Action item ::
With the pictures left out, restate every entry word for word.

[[ Recorded data, beginning ]]

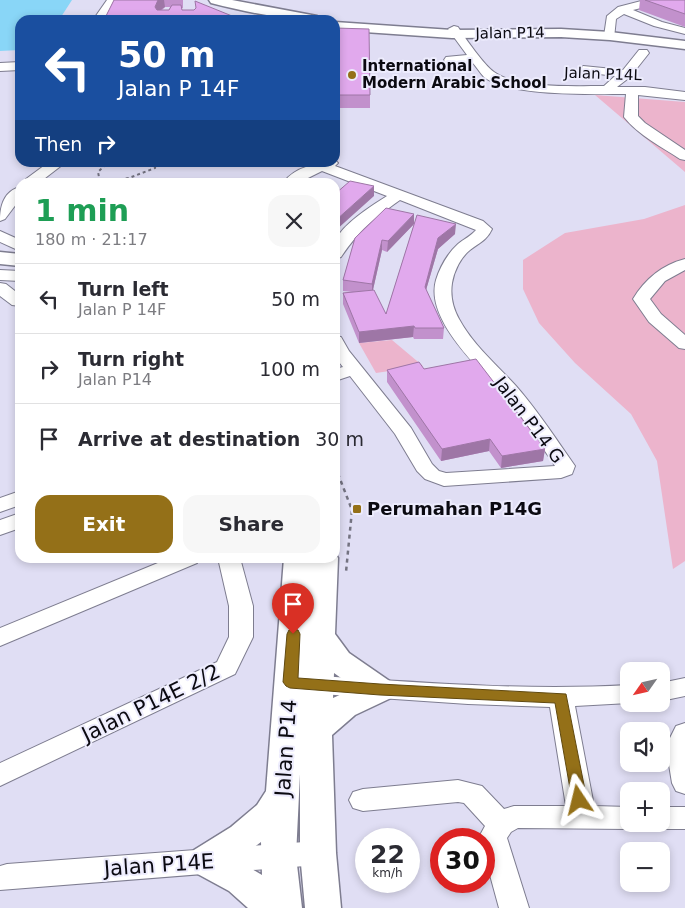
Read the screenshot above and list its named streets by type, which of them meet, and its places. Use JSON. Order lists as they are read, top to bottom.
{
  "streets": {
    "main road": ["Jalan P14"],
    "street": [
      "Jalan P14L",
      "Jalan P14 G",
      "Jalan P14E 2/2",
      "Jalan P14E"
    ]
  },
  "crossings": [
    ["Jalan P14", "Jalan P14L"],
    ["Jalan P14", "Jalan P14E"]
  ],
  "places": {
    "other": ["International Modern Arabic School"],
    "transit": ["Perumahan P14G"]
  },
  "north": "bottom left",
  "page": {
    "turn": ["50 m", "Jalan P 14F"],
    "then": "Then",
    "heading": ["1 min", "180 m · 21:17"],
    "list": [
      {
        "name": "Turn left",
        "note": "Jalan P 14F",
        "value": "50 m"
      },
      {
        "name": "Turn right",
        "note": "Jalan P14",
        "value": "100 m"
      },
      {
        "name": "Arrive at destination",
        "value": "30 m"
      }
    ],
    "buttons": ["Exit", "Share"],
    "map_buttons": ["+", "−"],
    "speed": "22 km/h",
    "limit": "30"
  }
}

[[ Recorded data, end ]]

Response box ::
Read the screenshot above and list its named streets by type, which of them meet, and its places. Use JSON. Order lists as they are read, top to bottom.
{
  "streets": {
    "main road": ["Jalan P14"],
    "street": [
      "Jalan P14L",
      "Jalan P14 G",
      "Jalan P14E 2/2",
      "Jalan P14E"
    ]
  },
  "crossings": [
    ["Jalan P14", "Jalan P14L"],
    ["Jalan P14", "Jalan P14E"]
  ],
  "places": {
    "other": ["International Modern Arabic School"],
    "transit": ["Perumahan P14G"]
  },
  "north": "bottom left",
  "page": {
    "turn": ["50 m", "Jalan P 14F"],
    "then": "Then",
    "heading": ["1 min", "180 m · 21:17"],
    "list": [
      {
        "name": "Turn left",
        "note": "Jalan P 14F",
        "value": "50 m"
      },
      {
        "name": "Turn right",
        "note": "Jalan P14",
        "value": "100 m"
      },
      {
        "name": "Arrive at destination",
        "value": "30 m"
      }
    ],
    "buttons": ["Exit", "Share"],
    "map_buttons": ["+", "−"],
    "speed": "22 km/h",
    "limit": "30"
  }
}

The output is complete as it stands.